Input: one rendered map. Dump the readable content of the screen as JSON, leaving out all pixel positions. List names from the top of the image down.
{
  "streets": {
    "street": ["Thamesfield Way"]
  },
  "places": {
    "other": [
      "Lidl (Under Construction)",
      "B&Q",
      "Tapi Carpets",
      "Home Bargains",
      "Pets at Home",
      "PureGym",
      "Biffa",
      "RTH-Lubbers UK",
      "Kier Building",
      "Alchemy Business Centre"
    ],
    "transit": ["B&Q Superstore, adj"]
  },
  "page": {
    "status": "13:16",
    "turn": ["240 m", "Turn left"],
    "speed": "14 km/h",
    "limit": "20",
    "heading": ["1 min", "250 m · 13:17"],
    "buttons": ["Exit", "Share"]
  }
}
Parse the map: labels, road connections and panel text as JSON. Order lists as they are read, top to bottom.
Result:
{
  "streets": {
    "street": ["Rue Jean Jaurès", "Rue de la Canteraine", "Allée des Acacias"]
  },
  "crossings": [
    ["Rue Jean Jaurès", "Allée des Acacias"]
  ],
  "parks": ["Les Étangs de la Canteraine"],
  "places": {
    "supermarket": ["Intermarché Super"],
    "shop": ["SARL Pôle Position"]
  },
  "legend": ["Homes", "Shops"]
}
::::
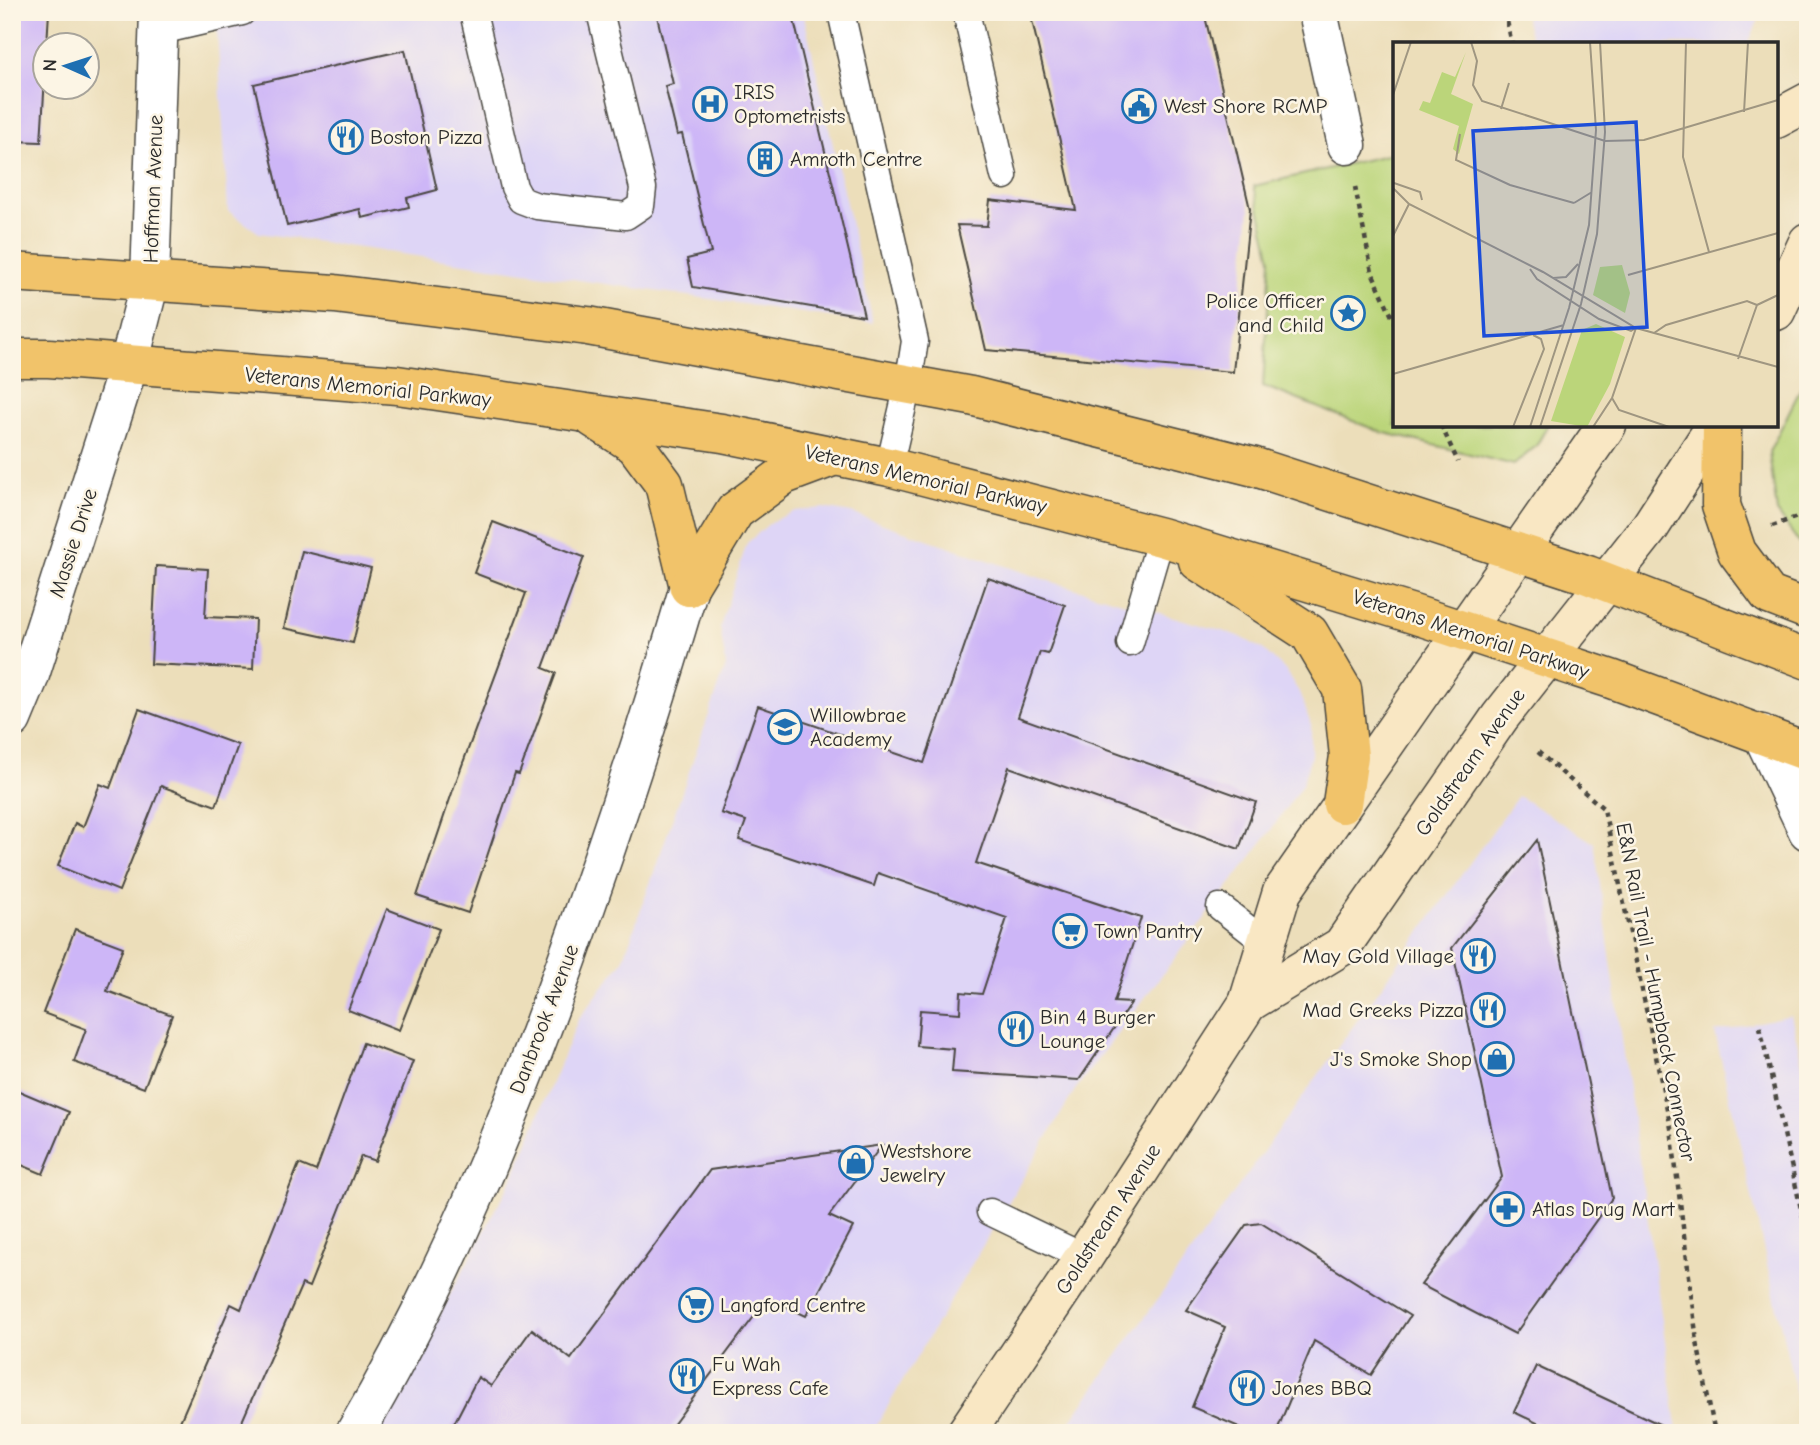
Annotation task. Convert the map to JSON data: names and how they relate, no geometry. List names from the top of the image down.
::::
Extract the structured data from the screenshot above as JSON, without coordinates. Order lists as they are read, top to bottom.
::::
• _WHAT YOU ARE ASKED TO DO_: In the listing above, find the line with "Input: one rendered" and the line with "Parse the map: labels, road", then print exactly those lines and every line between them.

• _SOLUTION_:
Input: one rendered map. Dump the readable content of the screen as JSON, leaving out all pixel positions. List names from the top of the image down.
{
  "streets": {
    "street": ["Thamesfield Way"]
  },
  "places": {
    "other": [
      "Lidl (Under Construction)",
      "B&Q",
      "Tapi Carpets",
      "Home Bargains",
      "Pets at Home",
      "PureGym",
      "Biffa",
      "RTH-Lubbers UK",
      "Kier Building",
      "Alchemy Business Centre"
    ],
    "transit": ["B&Q Superstore, adj"]
  },
  "page": {
    "status": "13:16",
    "turn": ["240 m", "Turn left"],
    "speed": "14 km/h",
    "limit": "20",
    "heading": ["1 min", "250 m · 13:17"],
    "buttons": ["Exit", "Share"]
  }
}
Parse the map: labels, road connections and panel text as JSON. Order lists as they are read, top to bottom.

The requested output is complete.